Ich benutze z.B die FritzBox 7170 und die 7141 (älter aber noch tauglich  ) um den Zugang über WLAN zu realisieren. Die Boxen verbinde ich über Ethernet mit dem LAN und konfiguriere sie als Access-Point.
Bei der 7141 beispielsweise kannst du im Konfigurationsmenü (Internet->Zugangsdaten) einstellen das ein vorhandener Internetzugang (z.B. LAN) mitbenutzt wird. Dann musst Du noch die entsprechenden Daten wie IP-Adresse der Box und die Standardgateways, DNS Server usw. in der Box eintragen.
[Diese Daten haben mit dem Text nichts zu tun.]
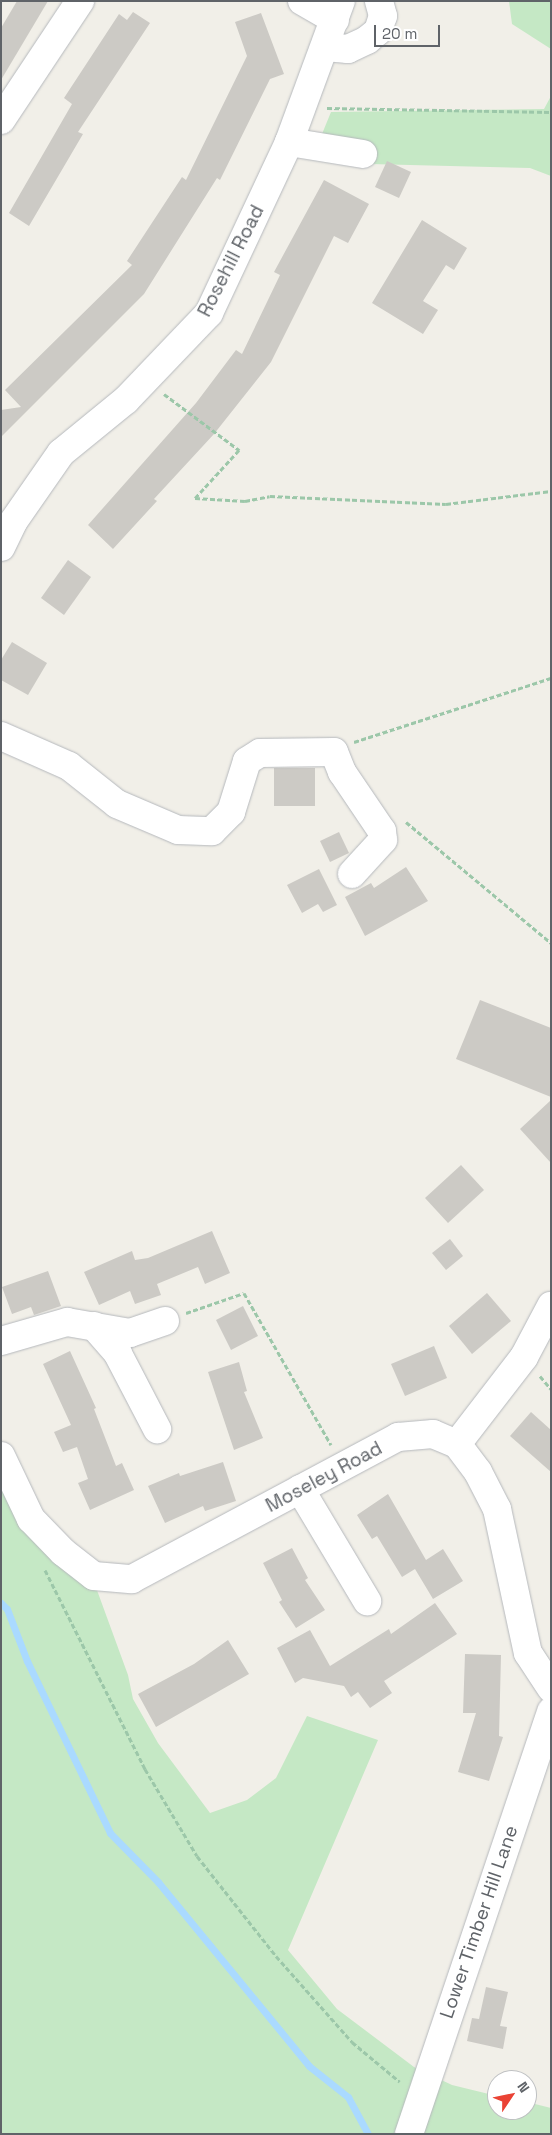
<!DOCTYPE html>
<html>
<head>
<meta charset="utf-8">
<style>
	body { margin:0 }
	#map { position:relative; width:552px; height:2135px; overflow:hidden; background:#f1efe8; font-family:"Space Grotesk",sans-serif }
	div>[style] { position:absolute }
	.green>* { inset:0; background:#c5e8c5 }
	.stream>* { height:7px; margin:-3.5px; padding:0 3.5px; transform-origin:3.5px; border-radius:3.5px; background:#aadaff }
	.building>* { inset:0; background:#cccac5 }
	.path>* { height:3px; margin-top:-1.5px; transform-origin:0; background:repeating-linear-gradient(90deg,#9cc7a9 0 5px,transparent 0 7.5px) }
	.roads { filter:drop-shadow(0 0 1px #b5b8bc) drop-shadow(0 0 1px #b5b8bc) }
	.minor>* { height:28px; margin:-14px; padding:0 14px; transform-origin:14px; border-radius:14px; background:#fff }
	span { translate:-50% -50%; white-space:nowrap; text-align:center; line-height:1.15; -webkit-text-stroke:4.5px #fff; paint-order:stroke }
	.street-label { font-size:19px; color:#5f6368 }
	.frame { position:absolute; inset:0; border:2px solid #5f6368; pointer-events:none }
	.north { position:absolute; left:487px; top:2070px; width:50px; height:50px; box-sizing:border-box; background:#fff; border:1px solid #bfc1c3; border-radius:50%; rotate:56deg; font-size:14px; font-weight:700; line-height:20px; text-align:center; color:#5f6368 }
	.north::after { content:''; display:block; margin:auto; width:18px; height:22px; background:#ea4335; clip-path:polygon(50% 0,100% 100%,50% 72%,0 100%) }
	.scale { position:absolute; left:374px; top:25px; width:66px; height:22px; box-sizing:border-box; border:2px solid #5f6368; border-top:0; padding-left:6px; font-size:15px; line-height:18px; white-space:nowrap; color:#5f6368; -webkit-text-stroke:4px #fff; paint-order:stroke }
</style>
</head>
<body>
<div id="map">
	<div class="green">
		<i style="clip-path:polygon(509px 1px,551px 1px,551px 49px,512px 24px)"></i>
		<i style="clip-path:polygon(551px 96px,551px 176px,530px 168px,370px 164px,322px 134px,331px 112px,544px 109px)"></i>
		<i style="clip-path:polygon(1px 1482px,94px 1582px,128px 1675px,133px 1699px,158px 1743px,210px 1813px,247px 1800px,276px 1778px,307px 1716px,378px 1740px,288px 1950px,337px 2009px,414px 2067px,452px 2085px,497px 2096px,497px 2110px,527px 2110px,527px 2102px,551px 2108px,551px 2134px,1px 2134px)"></i>
	</div>
	<div class="stream">
		<i style="left:1px;top:1603px;width:8px;rotate:45deg"></i>
		<i style="left:7px;top:1609px;width:56px;rotate:69deg"></i>
		<i style="left:27px;top:1661px;width:191px;rotate:64.2deg"></i>
		<i style="left:110px;top:1833px;width:69px;rotate:45.6deg"></i>
		<i style="left:158px;top:1882px;width:238px;rotate:50.6deg"></i>
		<i style="left:309px;top:2066px;width:50px;rotate:38.5deg"></i>
		<i style="left:348px;top:2097px;width:42px;rotate:61.6deg"></i>
	</div>
	<div class="building">
		<i style="clip-path:polygon(17px 1px,48px 1px,1px 80px,1px 28px)"></i>
		<i style="clip-path:polygon(133px 12px,150px 23px,78px 132px,83px 134px,29px 226px,9px 213px,72px 104px,64px 98px,119px 14px,127px 20px)"></i>
		<i style="clip-path:polygon(261px 13px,284px 74px,270px 79px,220px 180px,217px 178px,144px 294px,1px 437px,1px 410px,21px 407px,5px 390px,132px 265px,127px 261px,182px 177px,186px 180px,247px 56px,235px 22px)"></i>
		<i style="clip-path:polygon(387px 161px,411px 172px,399px 198px,375px 187px)"></i>
		<i style="clip-path:polygon(324px 180px,369px 204px,348px 243px,334px 236px,271px 362px,214px 434px,154px 499px,157px 501px,113px 549px,88px 525px,196px 403px,236px 350px,242px 354px,280px 275px,274px 272px)"></i>
		<i style="clip-path:polygon(422px 220px,467px 248px,454px 270px,446px 265px,423px 301px,438px 310px,423px 334px,372px 303px)"></i>
		<i style="clip-path:polygon(68px 560px,91px 577px,64px 615px,41px 598px)"></i>
		<i style="clip-path:polygon(12px 642px,47px 663px,28px 695px,1px 680px,1px 660px)"></i>
		<i style="clip-path:polygon(274px 768px,315px 768px,315px 806px,274px 806px)"></i>
		<i style="clip-path:polygon(339px 832px,349px 853px,330px 862px,320px 841px)"></i>
		<i style="clip-path:polygon(406px 867px,428px 901px,365px 936px,345px 897px,371px 883px,374px 888px)"></i>
		<i style="clip-path:polygon(319px 869px,337px 905px,323px 912px,318px 904px,302px 913px,287px 885px)"></i>
		<i style="clip-path:polygon(480px 1000px,551px 1028px,551px 1097px,456px 1059px)"></i>
		<i style="clip-path:polygon(551px 1100px,551px 1163px,520px 1129px)"></i>
		<i style="clip-path:polygon(461px 1165px,484px 1190px,448px 1223px,425px 1198px)"></i>
		<i style="clip-path:polygon(212px 1231px,230px 1273px,205px 1284px,198px 1267px,157px 1284px,161px 1295px,135px 1304px,130px 1291px,99px 1305px,84px 1272px,132px 1251px,135px 1260px,148px 1258px)"></i>
		<i style="clip-path:polygon(450px 1239px,463px 1256px,446px 1270px,432px 1253px)"></i>
		<i style="clip-path:polygon(48px 1271px,61px 1306px,34px 1315px,31px 1307px,12px 1314px,2px 1287px)"></i>
		<i style="clip-path:polygon(487px 1293px,511px 1321px,472px 1354px,449px 1326px)"></i>
		<i style="clip-path:polygon(243px 1306px,258px 1336px,231px 1350px,216px 1320px)"></i>
		<i style="clip-path:polygon(434px 1346px,447px 1378px,405px 1396px,391px 1364px)"></i>
		<i style="clip-path:polygon(70px 1351px,96px 1408px,94px 1409px,116px 1466px,122px 1463px,134px 1490px,90px 1510px,78px 1483px,88px 1479px,77px 1447px,63px 1452px,54px 1432px,71px 1425px,43px 1364px)"></i>
		<i style="clip-path:polygon(239px 1362px,247px 1391px,244px 1392px,263px 1438px,234px 1450px,208px 1372px)"></i>
		<i style="clip-path:polygon(531px 1412px,551px 1430px,551px 1472px,510px 1436px)"></i>
		<i style="clip-path:polygon(223px 1462px,236px 1501px,205px 1511px,203px 1506px,165px 1523px,148px 1486px,179px 1473px,180px 1476px)"></i>
		<i style="clip-path:polygon(388px 1494px,426px 1560px,443px 1549px,463px 1581px,433px 1599px,415px 1569px,402px 1577px,377px 1536px,372px 1539px,357px 1515px)"></i>
		<i style="clip-path:polygon(292px 1548px,308px 1578px,305px 1580px,325px 1610px,296px 1628px,279px 1602px,282px 1600px,263px 1563px)"></i>
		<i style="clip-path:polygon(435px 1603px,457px 1634px,384px 1681px,392px 1693px,370px 1708px,358px 1692px,351px 1697px,344px 1686px,303px 1678px,295px 1683px,277px 1648px,310px 1630px,330px 1666px,389px 1629px,391px 1634px)"></i>
		<i style="clip-path:polygon(228px 1640px,249px 1674px,156px 1727px,138px 1694px,194px 1664px)"></i>
		<i style="clip-path:polygon(465px 1654px,501px 1655px,499px 1736px,503px 1737px,489px 1781px,458px 1772px,476px 1713px,463px 1713px)"></i>
		<i style="clip-path:polygon(486px 1987px,508px 1992px,500px 2026px,507px 2027px,503px 2049px,467px 2041px,472px 2018px,479px 2019px)"></i>
	</div>
	<div class="path">
		<i style="left:327px;top:108px;width:224px;rotate:1deg"></i>
		<i style="left:164px;top:394px;width:94px;rotate:36.7deg"></i>
		<i style="left:239px;top:450px;width:65px;rotate:132.5deg"></i>
		<i style="left:195px;top:498px;width:50px;rotate:3.4deg"></i>
		<i style="left:245px;top:501px;width:25px;rotate:-11deg"></i>
		<i style="left:270px;top:496px;width:176px;rotate:2.6deg"></i>
		<i style="left:446px;top:504px;width:106px;rotate:-7.1deg"></i>
		<i style="left:354px;top:742px;width:207px;rotate:-18deg"></i>
		<i style="left:406px;top:822px;width:189px;rotate:39.8deg"></i>
		<i style="left:186px;top:1313px;width:61px;rotate:-19deg"></i>
		<i style="left:244px;top:1293px;width:175px;rotate:60.2deg"></i>
		<i style="left:540px;top:1376px;width:17px;rotate:50deg"></i>
		<i style="left:45px;top:1570px;width:223px;rotate:63.3deg"></i>
		<i style="left:145px;top:1769px;width:101px;rotate:59.1deg"></i>
		<i style="left:197px;top:1856px;width:127px;rotate:51.7deg"></i>
		<i style="left:276px;top:1956px;width:115px;rotate:48.5deg"></i>
		<i style="left:352px;top:2042px;width:62px;rotate:39.8deg"></i>
	</div>
	<div class="roads">
		<div class="minor">
			<i style="left:302px;top:1px;width:38px;rotate:30deg"></i>
			<i style="left:325px;top:47px;width:23px;rotate:5deg"></i>
			<i style="left:348px;top:49px;width:21px;rotate:-25deg"></i>
			<i style="left:367px;top:40px;width:14px;rotate:-39deg"></i>
			<i style="left:378px;top:31px;width:16px;rotate:-72deg"></i>
			<i style="left:383px;top:16px;width:16px;rotate:-105deg"></i>
			<i style="left:1px;top:120px;width:143px;rotate:-56.4deg"></i>
			<i style="left:289px;top:142px;width:75px;rotate:9.2deg"></i>
			<i style="left:1px;top:547px;width:28px;rotate:-64deg"></i>
			<i style="left:13px;top:522px;width:84px;rotate:-55.2deg"></i>
			<i style="left:61px;top:453px;width:84px;rotate:-39.2deg"></i>
			<i style="left:126px;top:400px;width:120px;rotate:-46.3deg"></i>
			<i style="left:209px;top:313px;width:189px;rotate:-64.9deg"></i>
			<i style="left:289px;top:142px;width:150px;rotate:-69.8deg"></i>
			<i style="left:1px;top:736px;width:74px;rotate:23.8deg"></i>
			<i style="left:69px;top:766px;width:61px;rotate:38.4deg"></i>
			<i style="left:117px;top:804px;width:66px;rotate:23.1deg"></i>
			<i style="left:178px;top:830px;width:34px;rotate:2deg"></i>
			<i style="left:212px;top:831px;width:27px;rotate:-45deg"></i>
			<i style="left:231px;top:812px;width:53px;rotate:-72.6deg"></i>
			<i style="left:247px;top:761px;width:15px;rotate:-32deg"></i>
			<i style="left:260px;top:753px;width:74px;rotate:-0.8deg"></i>
			<i style="left:334px;top:752px;width:22px;rotate:68deg"></i>
			<i style="left:342px;top:772px;width:71px;rotate:55.9deg"></i>
			<i style="left:382px;top:831px;width:9px;rotate:84deg"></i>
			<i style="left:383px;top:840px;width:46px;rotate:132.4deg"></i>
			<i style="left:94px;top:1326px;width:37px;rotate:49deg"></i>
			<i style="left:118px;top:1354px;width:85px;rotate:62.5deg"></i>
			<i style="left:1px;top:1341px;width:69px;rotate:-16.1deg"></i>
			<i style="left:67px;top:1322px;width:64px;rotate:9.9deg"></i>
			<i style="left:130px;top:1333px;width:37px;rotate:-19deg"></i>
			<i style="left:457px;top:1444px;width:110px;rotate:-52.4deg"></i>
			<i style="left:524px;top:1357px;width:58px;rotate:-62.1deg"></i>
			<i style="left:1px;top:1456px;width:70px;rotate:64.5deg"></i>
			<i style="left:31px;top:1519px;width:46px;rotate:45.9deg"></i>
			<i style="left:63px;top:1552px;width:39px;rotate:38deg"></i>
			<i style="left:94px;top:1576px;width:38px;rotate:5deg"></i>
			<i style="left:132px;top:1579px;width:302px;rotate:-28.1deg"></i>
			<i style="left:398px;top:1437px;width:35px;rotate:-5deg"></i>
			<i style="left:433px;top:1434px;width:26px;rotate:23deg"></i>
			<i style="left:457px;top:1444px;width:35px;rotate:53deg"></i>
			<i style="left:478px;top:1472px;width:42px;rotate:62.8deg"></i>
			<i style="left:497px;top:1509px;width:147px;rotate:77.9deg"></i>
			<i style="left:528px;top:1653px;width:42px;rotate:56.7deg"></i>
			<i style="left:300px;top:1489px;width:131px;rotate:59.1deg"></i>
			<i style="left:409px;top:2134px;width:446px;rotate:-71.4deg"></i>
		</div>
	</div>
	<div class="street-label">
		<span style="left:231px;top:261px;rotate:-63deg">Rosehill Road</span>
		<span style="left:324px;top:1477px;rotate:-28deg">Moseley Road</span>
		<span style="left:479px;top:1922px;rotate:-71deg">Lower Timber Hill Lane</span>
	</div>
	<div class="frame"></div>
	<div class="north">N</div>
	<div class="scale">20 m</div>
</div>
</body>
</html>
Bis auf die IP-Adresse kannst du das z.B. aus deinem Computer abschreiben.
Wichtig ist noch, dass Du das WLAN sicherst. Die 7141 unterstützt hierzu auch WPA2. Wenn Du noch mehr Hilfe benötigst einfach konkrete Fragen stellen.

Grüße Baske


----------



## Pikus (21. Januar 2012)

Ah, okay. Als WLAN-Gerät reicht also ein normaler Router? Gut, dann werd ich das mal Probieren und wenn ich Probleme haben sollte, schreib ich nochmal.

Danke


----------



## dj*viper (21. Januar 2012)

im marktplatz hab ich eine Fritz! Box Fon WLAN 7141 zum verkauf stehen.
http://extreme.pcgameshardware.de/v...on-wlan-7141-antec-tricool-luefter-120mm.html
vllt wär das was für dich.


----------



## Pikus (21. Januar 2012)

Hört sich gut an, ich werd das nochmal mit meinen eltern bequatschen (die bezahlen das immerhin^^) und melde mich dann bei dir


----------



## dj*viper (21. Januar 2012)

alles klar


----------



## baske (22. Januar 2012)

@Davins, wenn du die 7141 besorgt  hast und weitere Hilfe bei der Einrichtung braucht, kann ich auch Screenshots von den wichtigen Konfig-Seiten machen. Sag Bescheid !


----------